In general, MSP applications demand real-time processing capabilities. From algorithmic perspectives, important characteristics of the MSP algorithms can be summarized as following:
Intensive computation for highly regular operations; Intensive I/O or memory accesses, data reusability, and data locality;
High control complexity in less computational intensive tasks;
Frequent encounters of small integer operands.
Conventional standard processors do not correspond well to these characteristics of MSP algorithms. Therefore, special architectural approaches are necessary for multimedia processors to deliver the required high processing power with efficient use of hardware resources.
Function-specific ASICs dedicated to particular MSP subtasks can typically achieve highest performance levels at minimum cost for silicon area and optimized power consumption. However, they lack the flexibility to accommodate to algorithm modifications, and the large design effort justifies a dedicated implementation only for high-volume consumer market products of fixed functionality.

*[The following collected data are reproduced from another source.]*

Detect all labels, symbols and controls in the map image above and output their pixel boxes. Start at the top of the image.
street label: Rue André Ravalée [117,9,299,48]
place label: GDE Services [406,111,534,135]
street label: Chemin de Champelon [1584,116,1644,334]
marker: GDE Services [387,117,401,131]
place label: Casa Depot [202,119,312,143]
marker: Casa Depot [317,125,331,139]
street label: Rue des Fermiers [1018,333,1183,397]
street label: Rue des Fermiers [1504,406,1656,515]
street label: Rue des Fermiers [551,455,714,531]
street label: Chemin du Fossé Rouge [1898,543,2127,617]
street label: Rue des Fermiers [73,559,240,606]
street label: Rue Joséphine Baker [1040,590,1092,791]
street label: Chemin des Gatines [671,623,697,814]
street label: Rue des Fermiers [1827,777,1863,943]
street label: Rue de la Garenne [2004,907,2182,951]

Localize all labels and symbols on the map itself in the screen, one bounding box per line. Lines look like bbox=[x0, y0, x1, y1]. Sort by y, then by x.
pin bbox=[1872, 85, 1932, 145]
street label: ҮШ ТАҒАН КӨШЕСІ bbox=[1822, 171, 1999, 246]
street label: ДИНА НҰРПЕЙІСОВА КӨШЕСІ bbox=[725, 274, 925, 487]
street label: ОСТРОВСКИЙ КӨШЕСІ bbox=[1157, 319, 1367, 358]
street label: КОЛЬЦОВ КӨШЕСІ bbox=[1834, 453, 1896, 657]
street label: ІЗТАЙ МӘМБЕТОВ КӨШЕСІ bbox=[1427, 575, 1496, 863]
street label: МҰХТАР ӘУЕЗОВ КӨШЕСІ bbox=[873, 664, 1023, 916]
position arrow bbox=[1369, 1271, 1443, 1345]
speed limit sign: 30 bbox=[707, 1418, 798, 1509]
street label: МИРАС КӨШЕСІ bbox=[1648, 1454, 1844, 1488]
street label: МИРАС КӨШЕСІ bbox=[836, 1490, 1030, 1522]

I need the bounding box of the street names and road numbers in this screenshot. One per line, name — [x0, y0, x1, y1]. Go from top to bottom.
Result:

Alternatively, programmable approaches offer a higher degree of flexibility. In order to attain MSP performance, architectural strategies for programmable processors are based on parallelization and adaptation principles. Several alternatives exist to exploit the parallelization potential of MSP algorithms for programmable architectures:
Aiming at data parallelism, SIMD (Single Instruction Stream, Multiple Data Streams) architectures are characterized by several data paths executing the same operation on different data entities in parallel. While thus a high degree of parallelism can be achieved with little control overhead, data path utilization rapidly decreases for scalar program parts. In general, pure SIMD architectures are not an efficient solution for complex multimedia applications; they are best suited for algorithms with highly regular computation patterns.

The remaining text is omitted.